Training Phase (Learning Stage)
The model learns from large amounts of text, finds patterns, and updates its internal weights so it becomes smarter.
- The model learns from huge amounts of text.
- It predicts the next word and checks if it was right or wrong.
- It updates its internal weights after every mistake to improve accuracy.
- Training requires powerful hardware and takes a long time.
- This is where the model “learns everything.”
Inference Phase (Using Stage)
The already-trained model uses what it learned to predict the next words and generate responses for the user.
- The trained model is used to generate answers for users.
- It does not learn anymore; it only uses what it already knows.
- It reads your input, predicts the next word, and continues until the response is complete.
- This phase is fast and happens in real time.
- This is where the model “uses what it learned.”
6. What Are Weights in AI / Transformers?
- Weights are the internal values inside the model that decide how important each piece of information is.
- They control how the model learns patterns, relationships, and meaning in data.
- During training, the model updates its weights whenever it makes a mistake, so it becomes more accurate.
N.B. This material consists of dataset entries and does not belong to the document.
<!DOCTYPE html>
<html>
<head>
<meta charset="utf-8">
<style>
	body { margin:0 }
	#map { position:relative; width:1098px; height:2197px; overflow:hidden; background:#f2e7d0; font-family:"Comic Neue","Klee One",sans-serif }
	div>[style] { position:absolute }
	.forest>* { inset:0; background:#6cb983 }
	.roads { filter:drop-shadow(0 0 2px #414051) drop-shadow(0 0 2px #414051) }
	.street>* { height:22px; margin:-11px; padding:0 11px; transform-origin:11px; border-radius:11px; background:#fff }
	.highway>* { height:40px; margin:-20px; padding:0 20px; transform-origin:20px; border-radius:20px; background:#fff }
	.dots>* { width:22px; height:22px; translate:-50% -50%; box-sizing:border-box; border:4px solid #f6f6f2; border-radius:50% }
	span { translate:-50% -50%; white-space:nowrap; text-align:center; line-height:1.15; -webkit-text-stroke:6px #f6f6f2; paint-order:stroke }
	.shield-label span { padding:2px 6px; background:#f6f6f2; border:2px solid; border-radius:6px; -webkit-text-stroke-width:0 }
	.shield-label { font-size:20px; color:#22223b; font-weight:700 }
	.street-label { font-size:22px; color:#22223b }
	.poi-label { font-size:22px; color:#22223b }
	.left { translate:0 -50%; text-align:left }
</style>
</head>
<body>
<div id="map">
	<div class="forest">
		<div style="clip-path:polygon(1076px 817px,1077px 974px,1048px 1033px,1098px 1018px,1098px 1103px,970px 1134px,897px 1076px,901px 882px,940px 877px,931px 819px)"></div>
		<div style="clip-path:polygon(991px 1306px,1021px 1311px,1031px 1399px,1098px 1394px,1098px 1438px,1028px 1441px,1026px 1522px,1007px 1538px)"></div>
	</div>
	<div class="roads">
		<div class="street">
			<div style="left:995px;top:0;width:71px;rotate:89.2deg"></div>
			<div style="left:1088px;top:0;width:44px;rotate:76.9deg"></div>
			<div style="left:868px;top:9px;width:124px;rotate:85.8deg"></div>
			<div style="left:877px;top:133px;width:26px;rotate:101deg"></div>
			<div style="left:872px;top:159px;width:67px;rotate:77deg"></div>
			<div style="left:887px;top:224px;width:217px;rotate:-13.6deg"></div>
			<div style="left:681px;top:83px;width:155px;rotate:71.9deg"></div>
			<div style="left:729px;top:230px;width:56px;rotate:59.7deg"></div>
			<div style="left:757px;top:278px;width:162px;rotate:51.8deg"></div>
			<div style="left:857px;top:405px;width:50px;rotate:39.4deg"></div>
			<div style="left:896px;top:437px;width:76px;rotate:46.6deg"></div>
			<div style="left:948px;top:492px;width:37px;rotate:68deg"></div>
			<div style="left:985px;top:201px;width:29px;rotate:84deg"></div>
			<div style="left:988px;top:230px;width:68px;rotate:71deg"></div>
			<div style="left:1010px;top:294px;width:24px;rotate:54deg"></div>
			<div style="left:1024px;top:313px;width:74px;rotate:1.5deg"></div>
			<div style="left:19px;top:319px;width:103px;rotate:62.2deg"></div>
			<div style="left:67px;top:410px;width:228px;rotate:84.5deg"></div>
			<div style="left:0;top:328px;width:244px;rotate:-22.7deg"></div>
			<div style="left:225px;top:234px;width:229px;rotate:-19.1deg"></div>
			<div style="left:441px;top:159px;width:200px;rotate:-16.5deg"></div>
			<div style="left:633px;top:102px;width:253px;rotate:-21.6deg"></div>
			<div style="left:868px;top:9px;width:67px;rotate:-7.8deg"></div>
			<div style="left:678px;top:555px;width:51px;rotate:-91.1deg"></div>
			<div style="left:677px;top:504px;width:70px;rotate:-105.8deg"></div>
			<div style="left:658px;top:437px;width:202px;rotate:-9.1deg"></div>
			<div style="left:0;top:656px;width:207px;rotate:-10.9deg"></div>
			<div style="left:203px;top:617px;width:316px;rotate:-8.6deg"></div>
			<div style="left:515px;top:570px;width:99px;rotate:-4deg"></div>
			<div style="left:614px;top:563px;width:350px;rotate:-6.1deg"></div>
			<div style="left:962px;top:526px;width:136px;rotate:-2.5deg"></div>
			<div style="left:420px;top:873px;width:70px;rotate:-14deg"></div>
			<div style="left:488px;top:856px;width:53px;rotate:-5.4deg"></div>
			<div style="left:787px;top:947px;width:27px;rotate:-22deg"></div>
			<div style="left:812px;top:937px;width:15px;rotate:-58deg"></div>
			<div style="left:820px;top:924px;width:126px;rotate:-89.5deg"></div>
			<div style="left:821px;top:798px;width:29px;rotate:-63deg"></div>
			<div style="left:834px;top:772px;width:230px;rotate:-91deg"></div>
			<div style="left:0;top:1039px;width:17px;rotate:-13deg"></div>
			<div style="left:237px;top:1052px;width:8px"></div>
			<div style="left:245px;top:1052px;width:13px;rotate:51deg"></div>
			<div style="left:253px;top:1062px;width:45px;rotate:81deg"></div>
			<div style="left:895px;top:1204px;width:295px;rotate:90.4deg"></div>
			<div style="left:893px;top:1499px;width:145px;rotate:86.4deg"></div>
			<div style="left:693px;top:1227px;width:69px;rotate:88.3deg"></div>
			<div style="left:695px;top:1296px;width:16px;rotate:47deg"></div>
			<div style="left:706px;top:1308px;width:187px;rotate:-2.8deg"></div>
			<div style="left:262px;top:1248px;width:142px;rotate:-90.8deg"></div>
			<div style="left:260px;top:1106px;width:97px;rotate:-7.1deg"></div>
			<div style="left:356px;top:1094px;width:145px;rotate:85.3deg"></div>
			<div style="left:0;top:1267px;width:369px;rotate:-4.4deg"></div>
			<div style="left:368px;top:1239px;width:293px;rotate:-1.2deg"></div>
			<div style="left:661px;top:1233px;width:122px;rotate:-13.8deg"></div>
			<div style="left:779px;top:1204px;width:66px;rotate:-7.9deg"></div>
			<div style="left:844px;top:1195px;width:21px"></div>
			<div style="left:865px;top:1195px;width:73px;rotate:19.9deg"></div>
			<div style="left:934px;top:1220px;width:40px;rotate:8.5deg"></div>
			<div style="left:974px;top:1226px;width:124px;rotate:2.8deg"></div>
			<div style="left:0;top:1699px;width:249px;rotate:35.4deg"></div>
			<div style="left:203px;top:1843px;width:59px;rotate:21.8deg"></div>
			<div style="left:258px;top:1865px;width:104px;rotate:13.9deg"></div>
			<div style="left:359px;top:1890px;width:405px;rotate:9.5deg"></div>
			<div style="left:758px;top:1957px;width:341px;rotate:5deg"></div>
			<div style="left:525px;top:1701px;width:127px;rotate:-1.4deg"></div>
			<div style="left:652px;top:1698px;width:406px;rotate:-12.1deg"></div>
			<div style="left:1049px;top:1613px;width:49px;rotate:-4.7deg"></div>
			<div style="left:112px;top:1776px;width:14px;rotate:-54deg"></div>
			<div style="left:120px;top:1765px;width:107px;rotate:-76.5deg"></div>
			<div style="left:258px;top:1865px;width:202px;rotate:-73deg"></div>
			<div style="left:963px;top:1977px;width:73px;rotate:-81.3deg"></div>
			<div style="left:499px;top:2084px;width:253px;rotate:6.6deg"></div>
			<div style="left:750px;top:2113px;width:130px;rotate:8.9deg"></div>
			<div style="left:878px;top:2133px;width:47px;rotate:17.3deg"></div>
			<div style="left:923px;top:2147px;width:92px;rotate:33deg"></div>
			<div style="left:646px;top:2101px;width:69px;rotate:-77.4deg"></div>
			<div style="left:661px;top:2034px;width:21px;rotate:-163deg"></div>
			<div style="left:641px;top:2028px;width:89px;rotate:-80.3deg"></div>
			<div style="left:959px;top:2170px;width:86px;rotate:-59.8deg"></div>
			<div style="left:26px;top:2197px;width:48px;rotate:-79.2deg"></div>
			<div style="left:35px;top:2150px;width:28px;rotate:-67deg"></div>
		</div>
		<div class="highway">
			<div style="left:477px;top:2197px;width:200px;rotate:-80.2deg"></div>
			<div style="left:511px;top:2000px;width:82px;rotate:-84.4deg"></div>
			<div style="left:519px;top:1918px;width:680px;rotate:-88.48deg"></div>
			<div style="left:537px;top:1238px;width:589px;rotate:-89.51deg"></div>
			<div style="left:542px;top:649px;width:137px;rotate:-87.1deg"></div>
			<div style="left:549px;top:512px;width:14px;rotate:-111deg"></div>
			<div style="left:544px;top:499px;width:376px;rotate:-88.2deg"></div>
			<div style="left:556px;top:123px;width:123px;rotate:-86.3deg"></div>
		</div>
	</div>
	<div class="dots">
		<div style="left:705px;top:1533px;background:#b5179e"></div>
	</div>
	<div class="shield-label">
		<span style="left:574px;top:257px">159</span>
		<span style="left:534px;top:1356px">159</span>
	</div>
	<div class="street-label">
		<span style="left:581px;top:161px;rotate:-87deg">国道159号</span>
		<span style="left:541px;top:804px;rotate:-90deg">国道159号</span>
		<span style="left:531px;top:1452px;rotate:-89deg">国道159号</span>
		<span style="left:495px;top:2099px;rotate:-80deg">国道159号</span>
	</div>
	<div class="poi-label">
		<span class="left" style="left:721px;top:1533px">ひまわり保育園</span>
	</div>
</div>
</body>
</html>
- After training, the weights are fixed and used during inference to generate correct outputs.
Simple Example:
If the model sees the sentence: "The sky is ___" The weights help it decide which word is most likely next (e.g., blue).
Conclusion
Generative AI is a powerful technology that enables machines to create human-like content. As a developer, you don’t need deep mathematics to build AI-powered applications. Understanding the basics of how models like GPT work, including concepts like tokens, transformers, attention, and the training/inference phases, will empower you to leverage AI effectively in your projects.
Happy Learning and Building with Generative AI!